The sky was beginning to darken when she suddenly opened her eyes again. Morgan saw the transparent black film covering them, which Cedric had told him was a symptom of blackroot addiction. She
sat back up again and drank some of the water. Then she started to talk.

‘I grew up as part of a gathering of families, a “clan” you would call it here. We lived in the foothills of the mountains, real mountains many times higher than the ones here.
We would hunt elk and ox, fight off ettins and wolves and spend the nights in a longhouse, over a deep fire pit, to keep us warm. I was athletic as a child, stronger and more agile than my older
brothers. There were five children, two boys and three girls. We would all share the same bed, a necessity in the cold winters. All I knew of the Empire of Koze were some occasional derogatory
remarks made by my father and uncles. It was seen as distant, and cruel, but nothing more than that. No one had seen an imperial soldier for many, many years.

‘That all changed when I was ten. The main town of the Norvakko people was Palakau, which was sited on a river equidistant from many clans and so was used as a trading post. Not just for
our people, for it sat on a trade route and saw many people from many different lands. I do remember looking at silks, spices, gems and textiles; as a child I thought it truly wonderful and
exciting... That was before my re-education taught me the truth about coveting such idle frivolities. Anyway, when I was nine or ten I travelled there with my father and brothers in order to sell
the hides of creatures we had hunted and killed. There was ettin and troll hide, both of which fetch a high price from outsiders, so we were expecting to make a good profit from their sales. We had
been there two days when the soldiers arrived, dark-skinned men with tall helmets and spears. They rounded everybody up and ordered all female children between eight and twelve to come forward and
stand in a line. Then some soldiers started to walk down the line with a woman wearing black armour. She went from girl to girl saying no, no, no and sending them back to their families. I thought
it was really funny, this woman going from girl to girl for what seemed no reason at all. When my turn came I was poised, ready to run to my father, but she saw me and stopped. She caught hold of
my chin and tilted my face up to look at hers. I remember her grip cold, hard and strong. Then she struck me. It stung but I did not cry. I stared straight back at her, defying her to do it again.
It was just what she was looking for. She just said one word – ‘Her.’ And before I knew it the soldiers started to drag me away. I kicked, struggled, bit and swore, but it was no
use. I was chained, put in a wagon and the door locked. It was my home for the next four weeks.

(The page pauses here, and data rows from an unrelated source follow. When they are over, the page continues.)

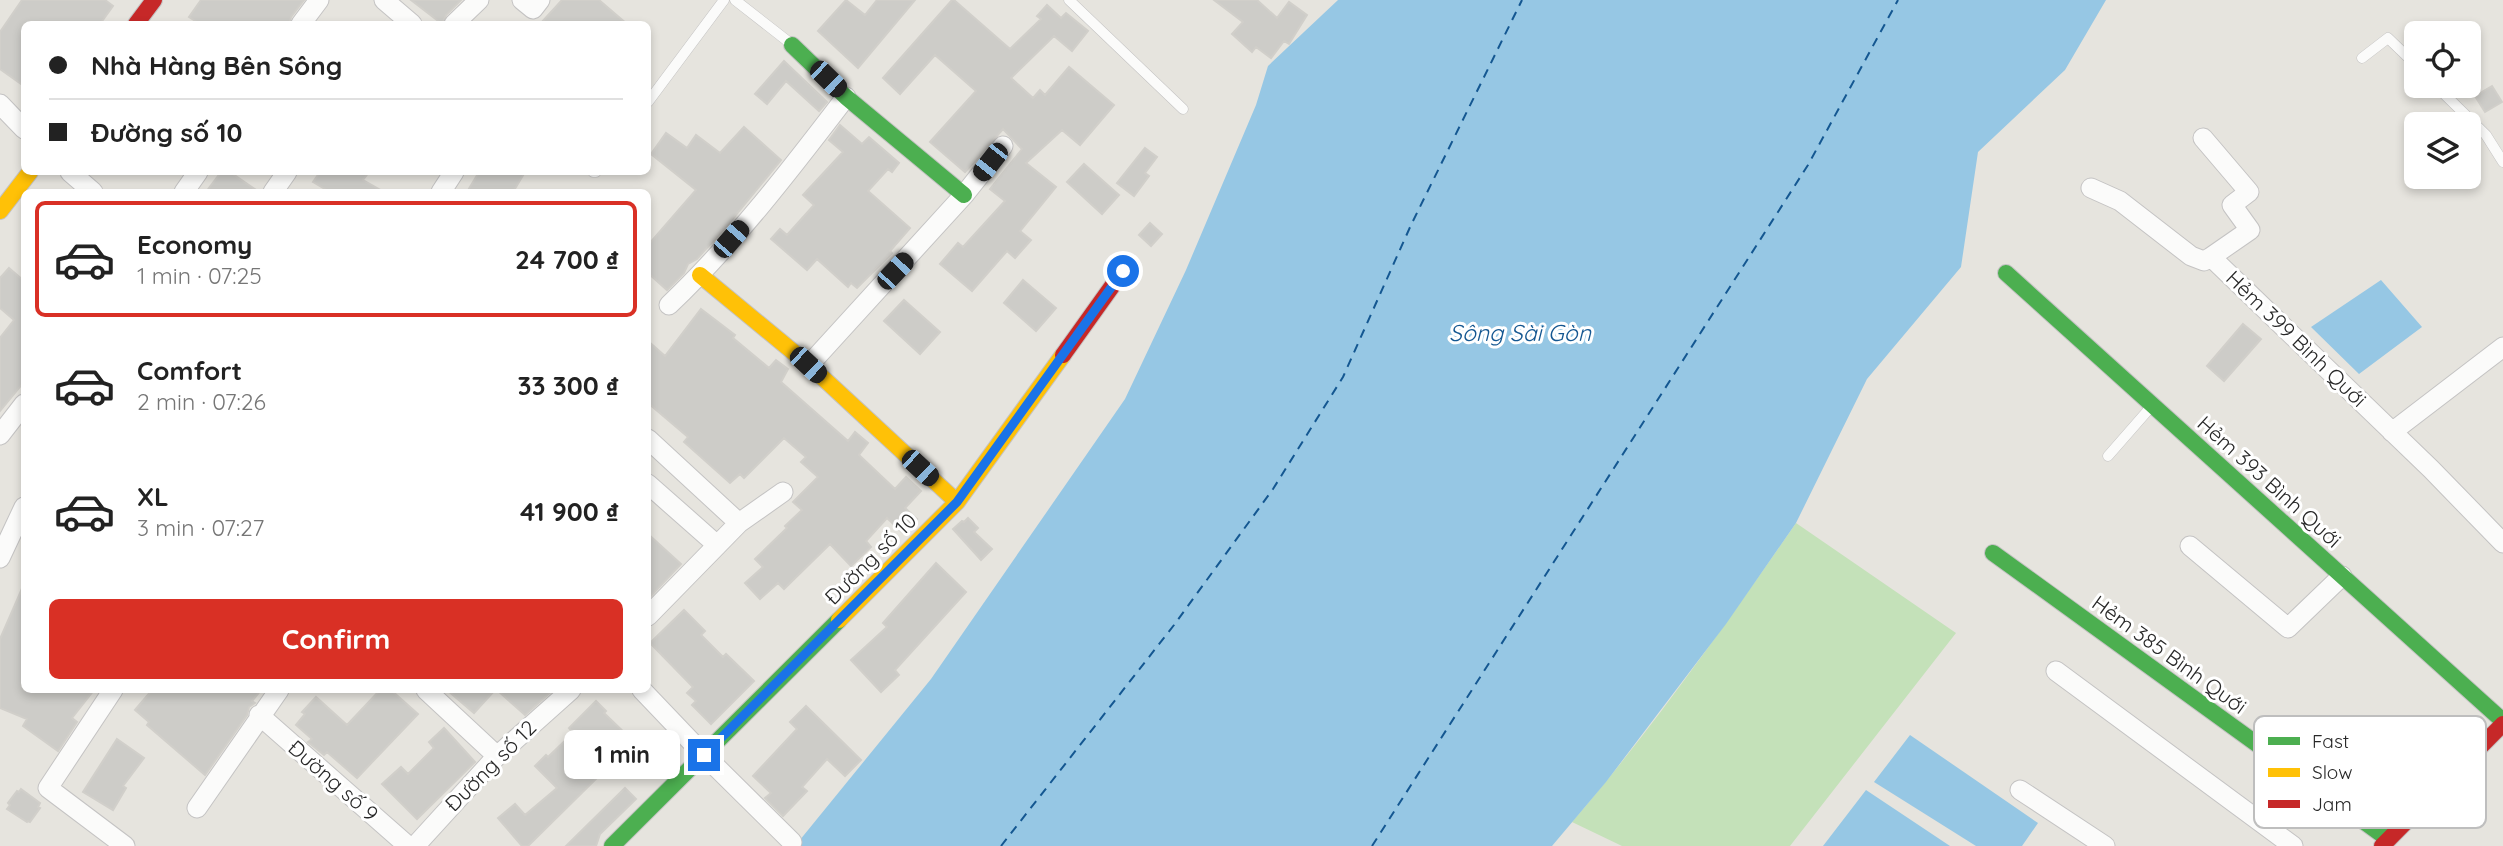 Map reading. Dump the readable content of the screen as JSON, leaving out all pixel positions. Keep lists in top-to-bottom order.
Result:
{
  "streets": {
    "street": [
      "Hẻm 399 Bình Quới",
      "Hẻm 393 Bình Quới",
      "Đường số 10",
      "Hẻm 385 Bình Quới",
      "Đường số 12",
      "Đường số 9"
    ]
  },
  "water": ["Sông Sài Gòn"],
  "legend": ["Fast", "Slow", "Jam"],
  "page": {
    "banner": ["Nhà Hàng Bên Sông", "Đường số 10"],
    "list": [
      {
        "name": "Economy",
        "note": "1 min · 07:25",
        "value": "24 700 ₫"
      },
      {
        "name": "Comfort",
        "note": "2 min · 07:26",
        "value": "33 300 ₫"
      },
      {
        "name": "XL",
        "note": "3 min · 07:27",
        "value": "41 900 ₫"
      }
    ],
    "buttons": "Confirm",
    "bubble": "1 min"
  }
}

There were other girls in the wagon with me and more were added as the days passed. They told me that I was to be a bodyguard for the Emperor. It meant nothing to me.’

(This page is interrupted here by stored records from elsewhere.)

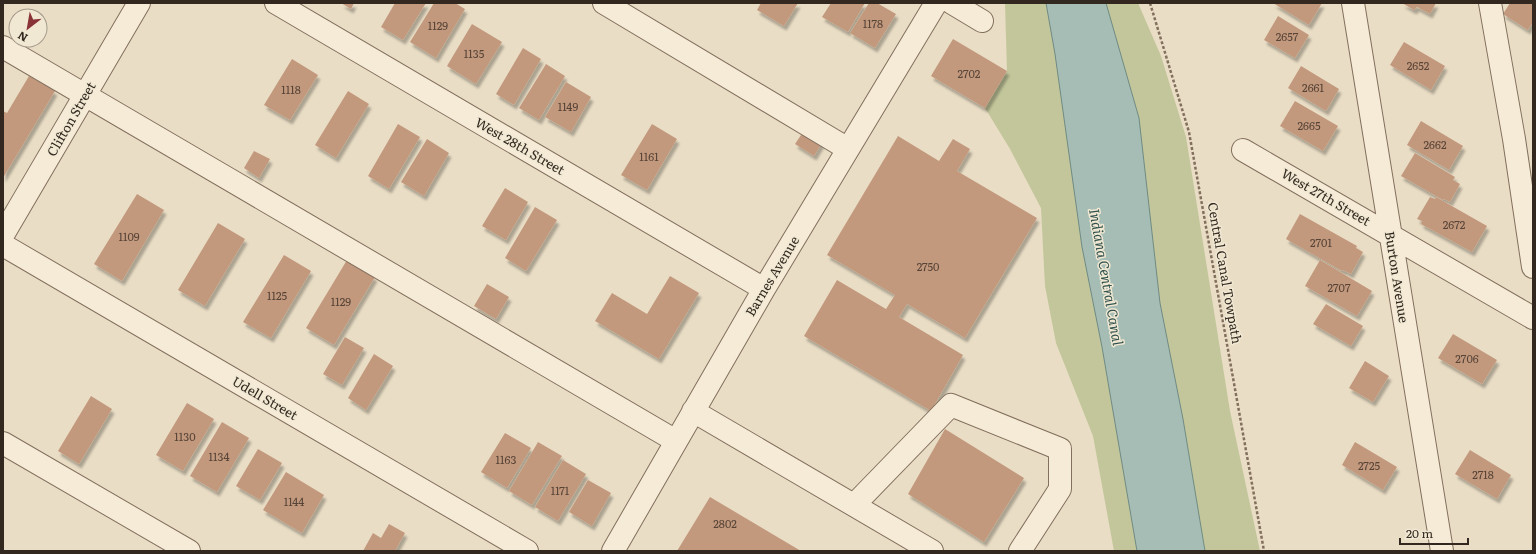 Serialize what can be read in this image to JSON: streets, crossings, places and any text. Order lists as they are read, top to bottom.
{
  "streets": {
    "street": [
      "Clifton Street",
      "West 28th Street",
      "West 27th Street",
      "Barnes Avenue",
      "Burton Avenue",
      "Udell Street"
    ],
    "path": ["Central Canal Towpath"]
  },
  "crossings": [
    ["West 28th Street", "Barnes Avenue"],
    ["West 27th Street", "Burton Avenue"]
  ],
  "water": ["Indiana Central Canal"],
  "house_numbers": [
    "1178",
    "1129",
    "2657",
    "1135",
    "2652",
    "2702",
    "2661",
    "1118",
    "1149",
    "2665",
    "2662",
    "1161",
    "2672",
    "1109",
    "2701",
    "2750",
    "2707",
    "1125",
    "1129",
    "2706",
    "1130",
    "1134",
    "1163",
    "2725",
    "2718",
    "1171",
    "1144",
    "2802"
  ],
  "scale_bar": "20 m",
  "north": "bottom left"
}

She stopped and drank some more water. ‘Bored yet?’

‘No,’ said Morgan, ‘you don’t get out of it that easily. Carry on.’

‘The Strekha follow a ten-year cycle. It takes that long to cover the Empire when they recruit. It was just the Emperor’s divine will that I was there when they were; otherwise, I
would never have got to serve.’ She stopped for a second, lost in thought. ‘Anyhow, we were all taken to the Lilac Palace for training. I remember the heat before the wagon door was
opened, and the smell of all those sweating bodies, mine most of all. You have never seen the Lilac Palace, have you? For a girl from a mountain village it was a barely comprehensible megalopolis.
It is huge, built over a dozen islands linked by slender bridges; it has towers twenty or thirty storeys high, all connected by walkways. Nobody knows how many people live there, over fifty
thousand say some and when we got there we were all bottom in the order of importance. We were taken to a series of lightless cells built underground for our training to start. It was just us,
rats, chains, darkness and overseers. For a Strekha, training takes five or six years and we do not see natural light again until it is completed.